The Classic Theatre Revives the Boisterous, Lunatic Farce ‘You Can’t Take It With You’

click to enlarge The Classic Theatre Revives the Boisterous, Lunatic Farce ‘You Can’t Take It With You’
The cast of The Classic Theatre’s production of You Can't Take It With You photographed by Siggi Ragnar
The stage directions to You Can’t Take It With You, which won the Pulitzer Prize in 1937 and an Oscar for Frank Capra’s 1938 adaptation, situate all three acts in “a house where you do as you like, and no questions asked.” It is a boisterous, busy menagerie whose multiple, motley bric-a-brac challenge the sanity of a theater’s property master. The house, located around the corner from Columbia University in upper Manhattan, is a nest of ninnies whose typical dinner consists of cornflakes, watermelon and candy.

Grandpa, whose guiding principle is: “Don’t do anything that you’re not going to enjoy doing,” is a septuagenarian who stopped going to work 35 years ago and spends his time raising snakes and attending circuses and commencements. His daughter Penelope spends her time tapping out preposterous plays, because a typewriter was once mistakenly delivered to the house. Her husband Paul devises fireworks, with the help of Mr. De Pinna, an ice man who made a delivery eight years ago and never left.

Essie, daughter of Penelope and Paul, is an untalented would-be ballerina who is tutored by Boris Kolenkhov, a spectacularly effusive Russian émigré. Essie concocts candies in the kitchen that her husband Ed, who tinkles the xylophone, markets. Visitors include a boozy actress Penelope met on a bus and a Russian grand duchess who, though reduced to employment as a waitress, maintains a mien of majesty. “The world’s not crazy,” observes Grandpa, “just the people in it.”

The characters exist in such an airtight bubble of battiness that when Essie’s sister Alice asks: “Does anyone know what time it is?” no one knows. Ecstatically in love with Tony Kirby, her boss at the Wall Street firm where she works, Alice seems the only sane member of the household. When Tony’s wealthy, snooty parents come to meet the family of their son’s fiancée, the result is culture clash and hilarity.
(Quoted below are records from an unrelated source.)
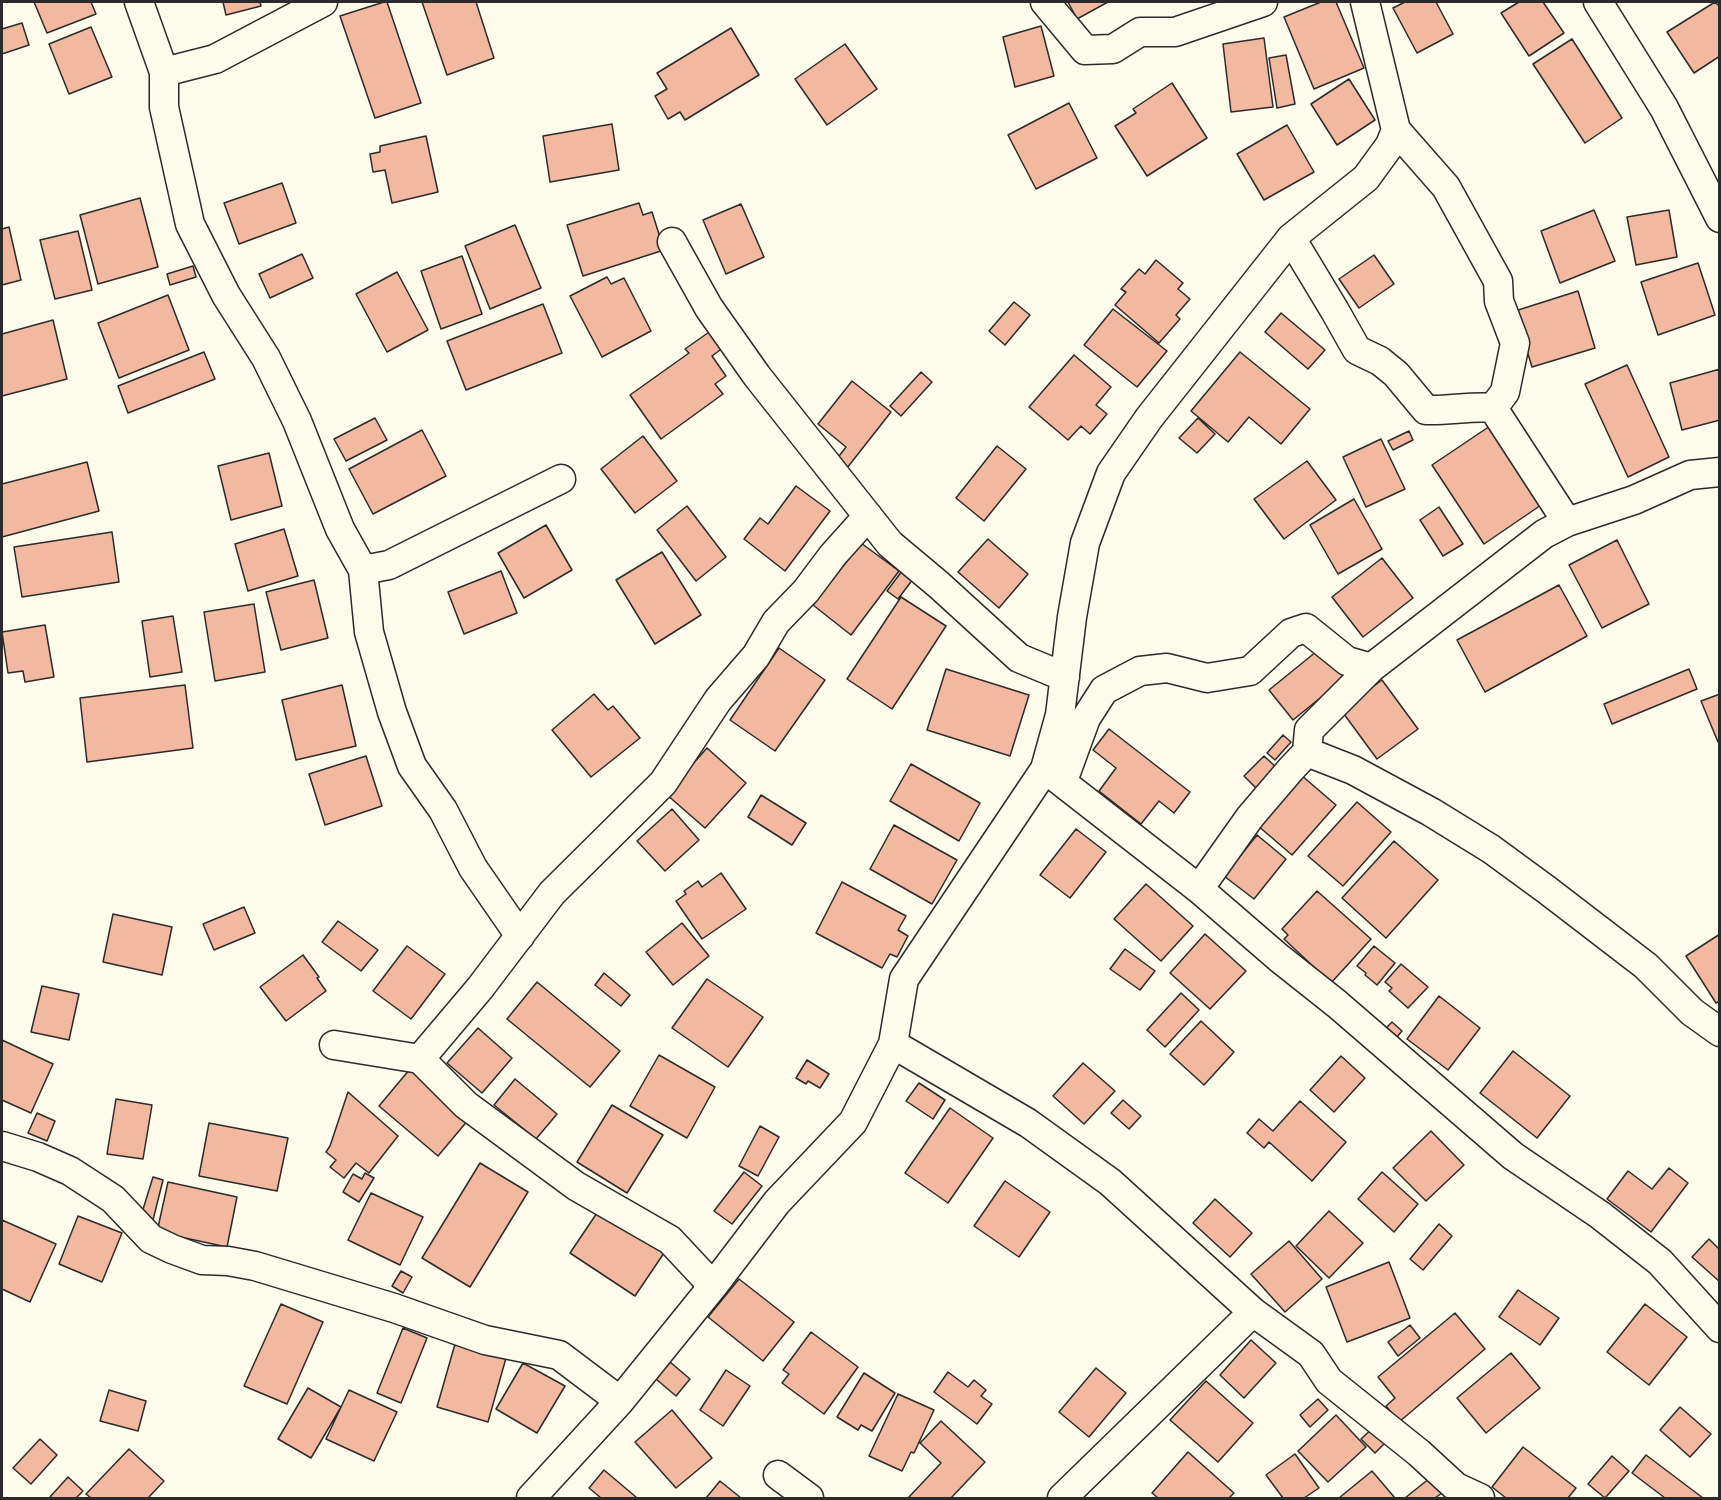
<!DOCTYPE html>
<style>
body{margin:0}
#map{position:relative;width:1721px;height:1500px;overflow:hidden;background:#fdfbea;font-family:Arial,sans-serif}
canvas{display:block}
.frame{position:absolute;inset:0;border:3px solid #2b2b2b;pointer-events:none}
</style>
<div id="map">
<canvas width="1721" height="1500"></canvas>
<div class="frame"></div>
</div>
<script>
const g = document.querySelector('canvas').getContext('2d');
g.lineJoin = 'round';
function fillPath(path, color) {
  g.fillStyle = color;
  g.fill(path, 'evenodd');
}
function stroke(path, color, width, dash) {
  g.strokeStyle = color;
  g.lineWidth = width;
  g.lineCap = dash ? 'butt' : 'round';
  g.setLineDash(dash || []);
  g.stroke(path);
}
const building = new Path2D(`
 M34 2H91L96 14 47 33Z
 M223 2H260L261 6 226 15Z
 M384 2H387L421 103 375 118 340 16Z
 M422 2H476L494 58 447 75Z
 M1068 2H1108L1077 19Z
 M1321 2H1336L1364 68 1314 89 1284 17Z
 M1405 2H1436L1453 34 1417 53 1393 8Z
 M1519 2H1543L1564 33 1529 56 1501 13Z
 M1715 2 1720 7V56L1694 73 1667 32Z
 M22 23 29 45 2 54V29Z
 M1041 26 1054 76 1015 87 1003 37Z
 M91 27 112 77 69 94 49 44Z
 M731 28 759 75 685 120 680 112 668 119 655 96 667 89 657 73Z
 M1264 38 1273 107 1231 112 1223 44Z
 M1572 39 1622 118 1585 143 1533 64Z
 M845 44 877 89 827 125 795 79Z
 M1286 55 1295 104 1277 108 1269 58Z
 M1349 79 1375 120 1337 145 1311 104Z
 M1172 83 1207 138 1147 176 1115 126 1136 113 1133 109Z
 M1069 103 1097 158 1036 189 1008 135Z
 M612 124 619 170 550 182 543 136Z
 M1287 125 1314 172 1264 200 1237 154Z
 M426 136 438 192 392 203 385 170 373 172 370 154 380 152V146Z
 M282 183 296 223 239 244 224 203Z
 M140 198 158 267 98 284 80 215Z
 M639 203 643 215 652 212 664 250 583 276 567 225Z
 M741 204 764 257 726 274 703 220Z
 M1594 210 1615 261 1560 283 1541 231Z
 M1669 210 1677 257 1636 265 1627 217Z
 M515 225 541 288 490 309 465 246Z
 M9 227 21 280 2 285V229Z
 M78 231 92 290 55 299 40 240Z
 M302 254 313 278 270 298 259 274Z
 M1374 255 1394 284 1359 308 1339 279Z
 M462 256 482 314 441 329 421 271Z
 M1156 260 1183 283 1178 289 1190 299 1176 315 1180 319 1159 343 1115 305 1126 292 1121 289 1139 269 1145 274Z
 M1698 263 1715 315 1658 335 1641 282Z
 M193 266 196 277 170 285 167 274Z
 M397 272 428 330 387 352 356 294Z
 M607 277 611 284 624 278 651 331 602 357 570 296Z
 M1578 291 1595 348 1532 367 1515 311Z
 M168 295 189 350 119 378 98 323Z
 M1014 302 1030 315 1005 345 989 331Z
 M543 304 562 353 466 390 447 341Z
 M1113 309 1167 351 1137 387 1084 345Z
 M1281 313 1325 350 1308 369 1265 332Z
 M53 320 67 379 2 396V334Z
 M712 330 724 347 712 356 726 376 715 384 723 394 661 439 630 395 689 353 685 349Z
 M204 352 215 379 128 413 118 386Z
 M1240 352 1310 409 1281 444 1249 417 1228 442 1191 411Z
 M1074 355 1111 387 1096 405 1107 414 1090 434 1081 426 1068 440 1029 407Z
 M1627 365 1669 457 1628 477 1585 384Z
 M1720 369V420L1682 430 1670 383Z
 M921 372 932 382 901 416 890 406Z
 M852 381 891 412 847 468 836 460 846 447 818 424Z
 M375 418 387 440 346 461 334 439Z
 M1198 418 1215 434 1197 453 1179 438Z
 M1493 424 1544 503 1484 544 1432 465Z
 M422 430 446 476 373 514 349 469Z
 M1409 431 1413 440 1393 450 1388 441Z
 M643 436 677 481 635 513 601 469Z
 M1381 439 1405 489 1366 507 1343 457Z
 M997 446 1026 469 984 521 956 498Z
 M269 453 282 506 231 520 218 466Z
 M1307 461 1336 500 1284 539 1254 499Z
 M87 462 99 511 2 537V484Z
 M796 486 830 511 785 571 744 539 760 518 768 524Z
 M1354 499 1382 549 1338 574 1310 525Z
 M687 506 726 557 696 581 657 530Z
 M1439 507 1463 544 1443 556 1420 520Z
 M546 525 572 570 524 598 498 553Z
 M284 529 298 576 248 591 235 544Z
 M112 532 119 582 22 597 14 547Z
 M988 539 1028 574 999 608 958 572Z
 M1617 540 1649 604 1602 628 1569 565Z
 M861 543 899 571 851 635 813 605Z
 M662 552 701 615 655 644 616 580Z
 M1382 558 1413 598 1363 637 1332 597Z
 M501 571 517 613 464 634 448 592Z
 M902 571 913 579 898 599 887 591Z
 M314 580 328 638 281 650 266 592Z
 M1559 585 1587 636 1485 692 1457 640Z
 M901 597 946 626 892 709 847 679Z
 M254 604 265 672 215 681 204 612Z
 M173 616 182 672 150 677 142 621Z
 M45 625 54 677 25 682 23 671 8 673 2 632Z
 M1322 647 1346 677 1293 720 1269 690Z
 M779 648 825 680 775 751 730 720Z
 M946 669 1029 695 1010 756 927 730Z
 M1689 669 1697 689 1612 724 1604 704Z
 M1382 680 1418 729 1377 759 1341 710Z
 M185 685 193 748 87 762 80 698Z
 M342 685 356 746 296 760 282 700Z
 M594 694 608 710 613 706 640 738 591 777 552 730Z
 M1720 694V742H1718L1701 701Z
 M1109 729 1190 792 1174 813 1159 801 1141 824 1099 791 1116 768 1093 750Z
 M1283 735 1291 742 1275 760 1267 753Z
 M707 748 746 783 705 828 666 794Z
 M366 756 382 806 325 825 309 774Z
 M1264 756 1278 769 1258 790 1244 776Z
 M911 764 980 803 959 841 890 801Z
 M1301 775 1336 805 1292 855 1257 825Z
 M761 795 806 823 792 845 748 817Z
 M1357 802 1391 832 1343 886 1308 856Z
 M672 809 699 840 665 871 637 841Z
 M894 825 957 860 932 904 870 869Z
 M1076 829 1106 852 1070 898 1040 875Z
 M1257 835 1286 859 1254 899 1224 876Z
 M1394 841 1438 880 1386 938 1342 898Z
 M721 873 746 909 702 939 676 901 686 894 684 891 698 881 702 887Z
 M842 882 906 916 898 930 908 936 897 957 890 954 882 968 816 933Z
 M1146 884 1193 926 1161 961 1114 919Z
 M1317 891 1371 939 1331 983 1284 939 1288 935 1282 929Z
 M244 907 255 933 214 950 203 924Z
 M113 914 172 927 162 975 103 962Z
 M338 921 378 950 361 971 322 942Z
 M682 923 709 956 673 985 646 952Z
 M1205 934 1246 971 1210 1009 1170 973Z
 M1720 934V1001L1716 1003 1686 956Z
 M407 946 445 974 411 1019 373 991Z
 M1374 946 1395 963 1377 985 1365 975 1366 973 1357 966Z
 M1125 949 1155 971 1140 990 1110 969Z
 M303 955 319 977 317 978 326 991 286 1021 260 987Z
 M1401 964 1428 987 1408 1008 1389 991 1392 988 1385 982Z
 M604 973 630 995 621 1006 595 985Z
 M707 979 763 1017 728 1067 672 1028Z
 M537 982 620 1051 590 1087 507 1019Z
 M42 986 79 994 69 1040 31 1032Z
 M1181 993 1199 1010 1165 1047 1147 1030Z
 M1439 996 1480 1028 1448 1070 1407 1039Z
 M1201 1021 1234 1052 1204 1085 1170 1054Z
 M1392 1022 1402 1031 1396 1038 1386 1028Z
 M478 1028 512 1058 482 1093 447 1063Z
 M2 1040 53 1064 31 1113 2 1100Z
 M1513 1051 1570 1096 1537 1138 1480 1093Z
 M659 1055 715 1087 687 1138 630 1106Z
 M1341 1056 1365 1078 1334 1112 1310 1090Z
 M807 1060 829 1074 820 1088 808 1081 806 1084 796 1078Z
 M1083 1063 1115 1091 1084 1124 1053 1096Z
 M410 1069 469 1119 438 1156 379 1106Z
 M515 1079 557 1114 536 1139 494 1105Z
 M919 1083 945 1100 933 1119 906 1101Z
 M348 1092 398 1136 369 1173 356 1163 344 1178 330 1167 336 1160 326 1152 330 1146Z
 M116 1099 152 1105 143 1159 107 1154Z
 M1123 1100 1141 1116 1129 1129 1111 1113Z
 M1300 1101 1346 1142 1312 1181 1269 1142 1264 1148 1247 1133 1259 1119 1273 1131Z
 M612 1105 663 1135 627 1193 577 1162Z
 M950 1108 993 1138 948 1203 905 1173Z
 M37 1113 55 1121 47 1141 28 1133Z
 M209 1123 288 1138 277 1191 199 1176Z
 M760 1126 779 1137 758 1176 739 1166Z
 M1431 1131 1464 1165 1426 1201 1393 1168Z
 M480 1163 528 1192 470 1287 422 1258Z
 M1669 1168 1688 1183 1651 1232 1607 1199 1628 1171 1652 1189Z
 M744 1172 762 1186 732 1224 714 1211Z
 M1382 1172 1418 1204 1394 1232 1358 1199Z
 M365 1173 374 1178 359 1202 343 1192 353 1174 362 1179Z
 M153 1177 163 1180 151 1228 140 1219Z
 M1005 1181 1050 1212 1019 1257 974 1226Z
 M168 1182 237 1197 227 1247 157 1232Z
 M371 1193 423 1217 400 1265 348 1240Z
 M1215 1199 1252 1233 1230 1257 1193 1223Z
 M599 1210 664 1253 635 1296 570 1253Z
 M1329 1211 1363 1243 1329 1278 1296 1246Z
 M78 1216 122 1233 102 1282 59 1264Z
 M2 1220 56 1244 30 1302 2 1289Z
 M1439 1224 1452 1236 1423 1270 1410 1259Z
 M1709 1239 1718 1248 1720 1247V1282L1692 1257Z
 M1289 1241 1322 1279 1285 1312 1251 1274Z
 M1389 1262 1410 1318 1347 1342 1326 1287Z
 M401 1271 412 1277 403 1293 392 1286Z
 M739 1279 794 1322 763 1361 708 1317Z
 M1518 1290 1559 1318 1540 1345 1499 1317Z
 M281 1304 323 1322 287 1404 244 1386Z
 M1645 1304 1687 1337 1649 1385 1607 1352Z
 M1455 1313 1485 1349 1399 1422 1386 1406 1395 1398 1378 1377Z
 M1410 1325 1420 1338 1398 1356 1388 1342Z
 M403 1328 427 1338 401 1403 377 1393Z
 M811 1332 858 1367 824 1414 782 1383 789 1374 783 1370Z
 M1251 1340 1276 1363 1244 1398 1220 1375Z
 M455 1344 506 1358 488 1422 437 1407Z
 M1511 1353 1540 1388 1486 1433 1457 1398Z
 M670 1362 690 1379 676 1396 656 1379Z
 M523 1363 565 1386 537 1433 496 1409Z
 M1096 1368 1126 1393 1089 1437 1059 1412Z
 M726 1370 750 1386 723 1426 700 1410Z
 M948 1372 968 1387 974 1380 986 1390 981 1396 992 1404 977 1424 934 1392Z
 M864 1373 895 1393 872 1431 861 1425 858 1430 837 1417Z
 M1206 1381 1253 1423 1218 1462 1170 1420Z
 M308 1388 341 1407 311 1458 278 1439Z
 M109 1390 146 1401 138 1431 100 1421Z
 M349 1390 397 1412 374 1461 326 1439Z
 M898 1394 934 1410 914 1453 911 1452 902 1471 869 1456Z
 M1318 1399 1328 1410 1310 1427 1300 1415Z
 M1680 1407 1711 1434 1690 1457 1660 1430Z
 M672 1410 712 1458 676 1488 635 1442Z
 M1336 1415 1366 1447 1328 1482 1298 1451Z
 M941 1421 985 1462 951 1498H908L941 1463 920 1443Z
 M1374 1427 1388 1440 1375 1453 1361 1439Z
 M40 1439 57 1455 31 1484 13 1468Z
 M1523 1447 1576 1488 1568 1498H1506L1492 1487Z
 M129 1449 164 1481 148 1498H91L86 1494Z
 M1188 1452 1234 1493 1229 1498H1158L1152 1493Z
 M1295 1454 1319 1488 1304 1498H1283L1266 1475Z
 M1646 1455 1703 1498H1665L1632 1473Z
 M1612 1456 1629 1471 1605 1498 1588 1484Z
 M604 1470 636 1497 634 1498H601L589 1488Z
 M1372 1471 1395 1498H1339Z
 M68 1477 83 1491 76 1498H52L50 1497Z
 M1430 1478 1442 1493 1435 1498H1405Z
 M720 1481 741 1498H706Z`);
const street = new Path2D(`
 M139 2 164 72V107L190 224 226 295 266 358 297 421 340 529 363 570 369 632 392 712 412 766 443 810 473 868 520 936
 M1045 2 1085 50 1113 49 1140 32H1175L1263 2
 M1598 2 1664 108 1720 218
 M164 72 215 59 323 2
 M1396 130 1446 187 1498 281 1499 301 1515 343 1505 392 1493 408
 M1291 238 1335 311 1357 350 1380 361 1396 374 1426 410C1449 411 1470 406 1493 408L1567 522
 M672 242 709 308 757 376 890 544 939 585 1019 658 1065 677
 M363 570 389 565 561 479
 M1371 668 1309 730 1307 752 1353 770 1431 812 1491 849 1547 890 1646 966 1692 1012 1720 1032
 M1045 769 1199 889 1279 958 1337 1004 1513 1156 1600 1215 1660 1262 1720 1328
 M1063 781 1086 718 1104 690 1140 671 1167 668 1207 678 1250 671 1291 633 1306 628 1347 661 1371 668 1544 534 1567 522 1634 500 1690 475 1720 472
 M1199 889 1250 817 1291 769 1307 752
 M893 1044 1028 1123 1110 1182 1253 1312 1311 1354 1329 1381 1419 1453 1456 1487 1480 1498
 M334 1045 420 1059
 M2 1146 38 1157 70 1171 113 1199 151 1239 172 1249 202 1260 228 1261 255 1266 394 1308 485 1340 559 1355 620 1401
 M713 1286 670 1240 576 1186 466 1105 420 1059 480 988 552 893 663 783 718 700 756 656 776 622 806 591 833 555 868 516
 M778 1475 809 1498
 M531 1498 620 1401 713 1286 777 1202 853 1122 893 1044 904 979 1045 769 1060 715 1072 617 1085 543 1111 473 1149 418 1291 238 1366 178 1390 145 1396 130 1365 2
 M1062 1498 1253 1312`);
fillPath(building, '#f2b8a0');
stroke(building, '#2b2b2b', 1.5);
stroke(street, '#2b2b2b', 31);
stroke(street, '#fdfbea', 28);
</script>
Lorca, an intense one-man portrait of the death-obsessed Spanish poet, was the most recent production at the Classic Theatre stage. It is hard to imagine a starker contrast to what the company has chosen to kick off its 10th season — a raucous farce propelled by a cast of 17. You Can’t Take It With You is an exuberant ensemble effort, anchored by Allan S. Ross’ gentle, genial Grandpa, Catherine Babbitt’s vibrant Penelope, Maggie Tonra as the anxious young lover Alice, and Byrd Bonner as her snobbish potential father-in-law. But the rest of the cast — Randee Lutterloh, Megan van Dyke, Andrew Thornton, John O’Neill, Steven Starr, Justin Keown, Vincent Hardy, Hunter Wulf, Jim Mammarella, Whitney Marlett, Christi Eanes, Eastin Kandt and Magda Porter — also deserves kudos for providing a sold-out audience with as much merriment as must have enlivened rehearsals.

Like the Busby Berkeley musicals that provided escape into loony glamour during the Depression, this is not political theater, unless it be an ad for the Party of Carpe Diem. The play is dated only by fleeting topical references to Stalin and Roosevelt. It lacks the wisecracks that were the trademark of co-writer George S. Kaufman, the mind behind the wit of the Marx Brothers. However, it does share the anarchic spirit of Animal Crackers and A Night at the Opera, in which the picaresque Marx boys pop the buttons off a stuffed shirt. It is easy to sympathize with Grandpa, a tolerant proto-hippie who has not paid his taxes in 24 years and urges everyone to drop out. Why squander our lives in getting and spending, since, as he notes, you can’t take it with you? That is the privileged position of someone who can count on having cornflakes on his dinner table. We can indulge ourselves with the sweet lunacy created by Kaufman and Moss Hart because people do pay taxes, and taxes, like this play, provide disaster relief.